■ Exercise requirements
Please return all lines from the records below that include the string "halo".

■ Input
####
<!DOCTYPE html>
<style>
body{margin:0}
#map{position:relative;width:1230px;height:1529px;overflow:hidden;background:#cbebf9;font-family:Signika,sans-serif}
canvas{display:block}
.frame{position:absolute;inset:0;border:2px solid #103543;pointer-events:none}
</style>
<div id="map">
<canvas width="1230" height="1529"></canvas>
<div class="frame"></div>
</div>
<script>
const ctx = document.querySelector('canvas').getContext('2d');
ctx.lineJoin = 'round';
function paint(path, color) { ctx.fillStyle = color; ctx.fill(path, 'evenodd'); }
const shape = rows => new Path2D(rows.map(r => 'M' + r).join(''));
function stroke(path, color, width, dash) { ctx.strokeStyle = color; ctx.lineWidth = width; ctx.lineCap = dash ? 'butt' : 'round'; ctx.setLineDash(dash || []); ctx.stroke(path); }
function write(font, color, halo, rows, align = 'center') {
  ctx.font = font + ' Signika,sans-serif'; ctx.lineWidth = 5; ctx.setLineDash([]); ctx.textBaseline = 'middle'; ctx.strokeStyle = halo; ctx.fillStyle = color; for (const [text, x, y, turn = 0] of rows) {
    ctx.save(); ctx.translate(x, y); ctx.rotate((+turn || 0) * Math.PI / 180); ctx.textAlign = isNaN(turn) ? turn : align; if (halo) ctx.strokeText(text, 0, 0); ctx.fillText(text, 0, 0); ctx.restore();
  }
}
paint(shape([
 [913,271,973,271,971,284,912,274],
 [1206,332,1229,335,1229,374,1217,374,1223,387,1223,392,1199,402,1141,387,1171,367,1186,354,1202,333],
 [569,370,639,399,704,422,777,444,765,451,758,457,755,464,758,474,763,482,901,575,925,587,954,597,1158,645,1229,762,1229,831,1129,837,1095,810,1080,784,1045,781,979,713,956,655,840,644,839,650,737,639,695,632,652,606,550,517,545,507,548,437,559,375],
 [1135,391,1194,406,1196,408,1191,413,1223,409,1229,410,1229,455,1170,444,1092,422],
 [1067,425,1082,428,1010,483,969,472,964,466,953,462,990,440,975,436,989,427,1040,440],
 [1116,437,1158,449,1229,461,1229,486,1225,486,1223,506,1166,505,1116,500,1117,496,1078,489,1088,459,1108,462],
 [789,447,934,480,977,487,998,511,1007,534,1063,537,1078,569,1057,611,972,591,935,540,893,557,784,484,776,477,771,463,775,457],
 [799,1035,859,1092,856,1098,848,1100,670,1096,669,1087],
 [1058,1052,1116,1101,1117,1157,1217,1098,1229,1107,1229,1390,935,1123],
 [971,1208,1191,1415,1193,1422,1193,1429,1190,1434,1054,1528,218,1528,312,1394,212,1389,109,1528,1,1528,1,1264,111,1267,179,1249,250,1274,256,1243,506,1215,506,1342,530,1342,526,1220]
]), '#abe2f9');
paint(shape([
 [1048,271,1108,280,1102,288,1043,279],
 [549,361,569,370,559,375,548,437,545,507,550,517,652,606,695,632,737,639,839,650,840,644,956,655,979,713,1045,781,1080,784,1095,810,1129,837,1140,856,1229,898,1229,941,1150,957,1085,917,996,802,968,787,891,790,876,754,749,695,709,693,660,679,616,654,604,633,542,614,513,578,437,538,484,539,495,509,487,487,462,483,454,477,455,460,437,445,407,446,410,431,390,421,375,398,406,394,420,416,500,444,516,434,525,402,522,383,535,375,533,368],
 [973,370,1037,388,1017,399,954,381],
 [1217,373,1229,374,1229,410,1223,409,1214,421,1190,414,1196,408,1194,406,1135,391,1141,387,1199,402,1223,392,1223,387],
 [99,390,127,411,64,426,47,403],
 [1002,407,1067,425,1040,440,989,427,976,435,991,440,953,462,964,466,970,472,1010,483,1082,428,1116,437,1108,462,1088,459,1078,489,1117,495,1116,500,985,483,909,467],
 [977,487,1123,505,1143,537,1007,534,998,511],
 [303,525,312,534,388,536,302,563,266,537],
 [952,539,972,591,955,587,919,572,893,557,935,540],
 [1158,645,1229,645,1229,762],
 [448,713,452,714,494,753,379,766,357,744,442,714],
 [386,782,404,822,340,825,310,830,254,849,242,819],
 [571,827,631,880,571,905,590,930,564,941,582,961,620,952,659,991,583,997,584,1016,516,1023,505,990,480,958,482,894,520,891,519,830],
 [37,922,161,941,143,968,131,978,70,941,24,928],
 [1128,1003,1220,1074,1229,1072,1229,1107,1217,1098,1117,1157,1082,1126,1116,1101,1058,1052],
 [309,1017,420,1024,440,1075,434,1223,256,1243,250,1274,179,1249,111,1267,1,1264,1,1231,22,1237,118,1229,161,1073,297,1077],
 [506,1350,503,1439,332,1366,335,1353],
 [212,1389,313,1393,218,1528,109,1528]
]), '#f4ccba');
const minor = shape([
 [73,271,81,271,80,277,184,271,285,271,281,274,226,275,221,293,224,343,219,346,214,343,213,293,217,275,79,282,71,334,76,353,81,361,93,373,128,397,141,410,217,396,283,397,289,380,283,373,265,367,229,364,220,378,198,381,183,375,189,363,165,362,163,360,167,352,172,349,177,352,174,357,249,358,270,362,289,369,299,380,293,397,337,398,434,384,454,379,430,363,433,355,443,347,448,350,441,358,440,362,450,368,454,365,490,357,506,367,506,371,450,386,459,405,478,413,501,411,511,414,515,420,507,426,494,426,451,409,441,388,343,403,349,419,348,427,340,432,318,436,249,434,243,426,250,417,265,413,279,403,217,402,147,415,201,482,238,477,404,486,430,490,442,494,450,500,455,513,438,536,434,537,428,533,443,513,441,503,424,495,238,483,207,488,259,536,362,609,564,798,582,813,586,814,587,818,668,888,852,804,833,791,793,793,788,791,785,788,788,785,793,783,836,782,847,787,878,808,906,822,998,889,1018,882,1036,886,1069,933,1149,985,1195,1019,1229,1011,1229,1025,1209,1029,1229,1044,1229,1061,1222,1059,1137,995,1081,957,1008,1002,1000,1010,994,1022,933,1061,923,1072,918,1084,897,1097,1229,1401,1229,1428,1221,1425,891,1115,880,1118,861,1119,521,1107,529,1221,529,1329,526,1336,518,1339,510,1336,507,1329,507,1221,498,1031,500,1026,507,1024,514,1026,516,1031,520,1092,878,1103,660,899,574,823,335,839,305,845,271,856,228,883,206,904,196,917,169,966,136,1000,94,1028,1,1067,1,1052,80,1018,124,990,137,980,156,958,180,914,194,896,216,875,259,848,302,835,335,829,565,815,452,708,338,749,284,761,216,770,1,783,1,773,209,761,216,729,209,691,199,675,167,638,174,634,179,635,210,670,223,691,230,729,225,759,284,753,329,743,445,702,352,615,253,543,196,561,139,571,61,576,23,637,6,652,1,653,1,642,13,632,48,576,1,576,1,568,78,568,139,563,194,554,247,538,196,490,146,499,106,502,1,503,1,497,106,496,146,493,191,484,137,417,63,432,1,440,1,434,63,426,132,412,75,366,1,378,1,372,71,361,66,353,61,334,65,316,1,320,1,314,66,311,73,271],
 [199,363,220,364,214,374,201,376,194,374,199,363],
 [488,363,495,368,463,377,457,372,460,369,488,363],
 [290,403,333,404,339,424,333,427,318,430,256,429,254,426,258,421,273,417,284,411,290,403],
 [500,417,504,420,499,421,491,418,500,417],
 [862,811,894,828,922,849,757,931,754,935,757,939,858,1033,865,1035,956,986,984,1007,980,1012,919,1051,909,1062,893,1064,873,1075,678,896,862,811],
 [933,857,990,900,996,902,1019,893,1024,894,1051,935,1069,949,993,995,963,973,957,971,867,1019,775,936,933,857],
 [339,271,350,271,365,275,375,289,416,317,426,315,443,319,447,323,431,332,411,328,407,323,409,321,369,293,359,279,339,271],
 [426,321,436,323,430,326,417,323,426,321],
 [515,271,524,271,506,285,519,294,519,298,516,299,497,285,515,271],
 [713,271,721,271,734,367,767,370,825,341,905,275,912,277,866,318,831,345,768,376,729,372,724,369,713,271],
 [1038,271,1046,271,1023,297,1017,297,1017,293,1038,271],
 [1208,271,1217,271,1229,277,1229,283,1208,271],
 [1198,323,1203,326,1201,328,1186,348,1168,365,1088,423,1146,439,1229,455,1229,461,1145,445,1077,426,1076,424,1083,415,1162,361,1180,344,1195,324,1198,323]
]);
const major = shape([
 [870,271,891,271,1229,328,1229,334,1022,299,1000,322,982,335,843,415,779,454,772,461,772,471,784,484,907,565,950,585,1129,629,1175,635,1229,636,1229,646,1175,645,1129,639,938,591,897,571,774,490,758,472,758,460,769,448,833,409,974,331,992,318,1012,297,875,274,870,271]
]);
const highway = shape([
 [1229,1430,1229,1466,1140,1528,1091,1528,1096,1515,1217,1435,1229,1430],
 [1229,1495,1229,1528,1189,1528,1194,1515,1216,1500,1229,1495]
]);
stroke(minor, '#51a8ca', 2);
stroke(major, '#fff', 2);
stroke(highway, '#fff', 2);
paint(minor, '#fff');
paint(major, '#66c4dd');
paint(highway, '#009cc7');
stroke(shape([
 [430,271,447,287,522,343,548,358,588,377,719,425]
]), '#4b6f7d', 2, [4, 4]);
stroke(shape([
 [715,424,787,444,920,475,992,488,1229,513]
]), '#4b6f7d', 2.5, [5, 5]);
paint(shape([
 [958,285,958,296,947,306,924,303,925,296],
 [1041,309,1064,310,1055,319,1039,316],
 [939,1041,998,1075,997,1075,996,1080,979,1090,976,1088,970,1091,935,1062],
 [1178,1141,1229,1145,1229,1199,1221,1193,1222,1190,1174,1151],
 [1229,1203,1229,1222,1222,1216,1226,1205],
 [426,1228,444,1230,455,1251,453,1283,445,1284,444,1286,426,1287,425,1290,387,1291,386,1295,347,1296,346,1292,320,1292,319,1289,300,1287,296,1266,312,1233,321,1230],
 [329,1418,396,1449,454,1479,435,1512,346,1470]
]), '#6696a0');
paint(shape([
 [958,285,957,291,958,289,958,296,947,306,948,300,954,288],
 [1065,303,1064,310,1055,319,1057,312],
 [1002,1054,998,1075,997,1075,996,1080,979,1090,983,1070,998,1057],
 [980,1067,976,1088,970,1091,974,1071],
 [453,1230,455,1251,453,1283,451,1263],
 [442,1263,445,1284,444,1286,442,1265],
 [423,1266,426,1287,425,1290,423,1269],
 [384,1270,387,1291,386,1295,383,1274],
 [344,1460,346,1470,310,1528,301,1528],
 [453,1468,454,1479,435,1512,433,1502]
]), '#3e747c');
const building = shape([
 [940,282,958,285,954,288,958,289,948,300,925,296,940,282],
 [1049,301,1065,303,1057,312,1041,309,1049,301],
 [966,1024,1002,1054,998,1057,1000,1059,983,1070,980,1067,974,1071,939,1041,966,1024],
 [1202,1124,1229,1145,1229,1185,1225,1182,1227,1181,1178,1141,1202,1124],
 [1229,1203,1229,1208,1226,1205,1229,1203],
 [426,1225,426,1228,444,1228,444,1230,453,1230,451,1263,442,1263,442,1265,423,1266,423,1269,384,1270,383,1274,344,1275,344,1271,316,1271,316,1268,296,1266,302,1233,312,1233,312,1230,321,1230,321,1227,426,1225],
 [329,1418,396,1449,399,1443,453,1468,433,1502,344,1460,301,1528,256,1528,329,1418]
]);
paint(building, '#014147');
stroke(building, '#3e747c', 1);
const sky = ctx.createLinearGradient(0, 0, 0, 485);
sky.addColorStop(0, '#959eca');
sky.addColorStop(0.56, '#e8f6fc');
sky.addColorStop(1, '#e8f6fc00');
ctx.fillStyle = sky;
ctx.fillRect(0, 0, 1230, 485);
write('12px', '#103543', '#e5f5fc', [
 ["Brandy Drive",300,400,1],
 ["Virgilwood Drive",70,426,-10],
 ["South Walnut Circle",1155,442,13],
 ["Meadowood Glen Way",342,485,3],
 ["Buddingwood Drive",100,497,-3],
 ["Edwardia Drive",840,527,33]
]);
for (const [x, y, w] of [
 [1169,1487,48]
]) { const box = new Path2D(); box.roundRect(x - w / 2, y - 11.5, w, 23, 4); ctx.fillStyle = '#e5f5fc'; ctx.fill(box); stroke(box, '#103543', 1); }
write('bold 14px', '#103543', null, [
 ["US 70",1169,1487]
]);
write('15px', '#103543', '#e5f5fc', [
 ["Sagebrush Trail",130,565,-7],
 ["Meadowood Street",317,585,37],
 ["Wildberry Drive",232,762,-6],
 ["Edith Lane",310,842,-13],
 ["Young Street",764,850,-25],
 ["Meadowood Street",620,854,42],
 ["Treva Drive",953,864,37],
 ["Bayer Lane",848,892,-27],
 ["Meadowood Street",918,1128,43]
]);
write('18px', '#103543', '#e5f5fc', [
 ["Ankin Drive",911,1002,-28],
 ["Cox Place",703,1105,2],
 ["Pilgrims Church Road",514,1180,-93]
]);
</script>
####
■ Result
function write(font, color, halo, rows, align = 'center') {
  ctx.font = font + ' Signika,sans-serif'; ctx.lineWidth = 5; ctx.setLineDash([]); ctx.textBaseline = 'middle'; ctx.strokeStyle = halo; ctx.fillStyle = color; for (const [text, x, y, turn = 0] of rows) {
    ctx.save(); ctx.translate(x, y); ctx.rotate((+turn || 0) * Math.PI / 180); ctx.textAlign = isNaN(turn) ? turn : align; if (halo) ctx.strokeText(text, 0, 0); ctx.fillText(text, 0, 0); ctx.restore();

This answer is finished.